== Work request ==
Look for "Drive" in the records and copy every line that has it.

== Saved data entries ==
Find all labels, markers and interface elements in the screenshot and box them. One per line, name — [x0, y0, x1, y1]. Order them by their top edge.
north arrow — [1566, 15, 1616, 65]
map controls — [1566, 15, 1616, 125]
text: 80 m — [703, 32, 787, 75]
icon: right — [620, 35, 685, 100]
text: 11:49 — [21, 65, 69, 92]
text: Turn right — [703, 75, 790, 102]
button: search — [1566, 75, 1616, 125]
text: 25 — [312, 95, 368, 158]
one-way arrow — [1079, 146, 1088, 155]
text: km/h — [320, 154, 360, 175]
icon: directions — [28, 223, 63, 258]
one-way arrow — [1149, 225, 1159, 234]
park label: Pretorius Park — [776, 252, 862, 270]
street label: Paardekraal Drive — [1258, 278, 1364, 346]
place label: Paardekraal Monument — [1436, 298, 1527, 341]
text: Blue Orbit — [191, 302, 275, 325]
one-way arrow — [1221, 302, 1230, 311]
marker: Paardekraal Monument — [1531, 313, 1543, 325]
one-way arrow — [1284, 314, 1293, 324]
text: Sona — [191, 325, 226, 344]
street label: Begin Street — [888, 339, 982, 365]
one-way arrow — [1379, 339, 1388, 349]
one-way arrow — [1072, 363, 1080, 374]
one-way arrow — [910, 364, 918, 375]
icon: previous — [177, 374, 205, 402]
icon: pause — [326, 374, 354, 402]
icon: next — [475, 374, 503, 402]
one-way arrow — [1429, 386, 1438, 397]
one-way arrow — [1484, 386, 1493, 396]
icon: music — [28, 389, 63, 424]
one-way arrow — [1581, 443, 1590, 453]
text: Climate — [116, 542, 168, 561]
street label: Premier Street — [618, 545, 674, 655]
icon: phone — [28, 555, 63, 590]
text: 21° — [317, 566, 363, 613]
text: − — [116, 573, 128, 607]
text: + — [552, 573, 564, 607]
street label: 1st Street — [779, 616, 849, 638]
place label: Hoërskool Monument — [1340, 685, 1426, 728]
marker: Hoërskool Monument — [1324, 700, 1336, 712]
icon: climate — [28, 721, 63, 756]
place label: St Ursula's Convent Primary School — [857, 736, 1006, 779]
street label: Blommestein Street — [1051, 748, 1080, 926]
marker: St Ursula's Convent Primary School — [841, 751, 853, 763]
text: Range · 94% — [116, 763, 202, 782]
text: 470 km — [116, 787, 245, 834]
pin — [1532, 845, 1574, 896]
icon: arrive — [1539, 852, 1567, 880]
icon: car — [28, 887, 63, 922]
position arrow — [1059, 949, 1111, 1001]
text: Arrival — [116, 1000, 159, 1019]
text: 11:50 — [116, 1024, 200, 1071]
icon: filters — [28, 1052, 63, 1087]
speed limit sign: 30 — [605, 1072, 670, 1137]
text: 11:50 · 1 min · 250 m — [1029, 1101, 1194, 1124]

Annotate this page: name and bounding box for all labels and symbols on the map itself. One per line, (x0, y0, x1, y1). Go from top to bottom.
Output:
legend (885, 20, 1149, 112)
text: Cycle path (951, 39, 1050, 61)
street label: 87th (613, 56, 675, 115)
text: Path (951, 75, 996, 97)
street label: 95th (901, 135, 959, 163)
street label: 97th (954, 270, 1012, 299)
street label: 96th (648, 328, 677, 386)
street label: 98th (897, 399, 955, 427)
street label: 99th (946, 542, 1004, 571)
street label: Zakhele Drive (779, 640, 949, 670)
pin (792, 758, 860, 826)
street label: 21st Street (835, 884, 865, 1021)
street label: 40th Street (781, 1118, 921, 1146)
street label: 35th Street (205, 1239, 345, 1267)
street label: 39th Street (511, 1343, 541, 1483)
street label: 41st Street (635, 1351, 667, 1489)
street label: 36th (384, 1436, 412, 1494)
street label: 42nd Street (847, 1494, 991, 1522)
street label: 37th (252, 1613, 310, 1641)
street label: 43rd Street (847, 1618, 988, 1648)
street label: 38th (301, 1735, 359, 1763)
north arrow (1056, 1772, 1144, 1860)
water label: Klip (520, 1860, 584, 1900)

== Task answer ==
street label: Paardekraal Drive — [1258, 278, 1364, 346]
street label: Zakhele Drive (779, 640, 949, 670)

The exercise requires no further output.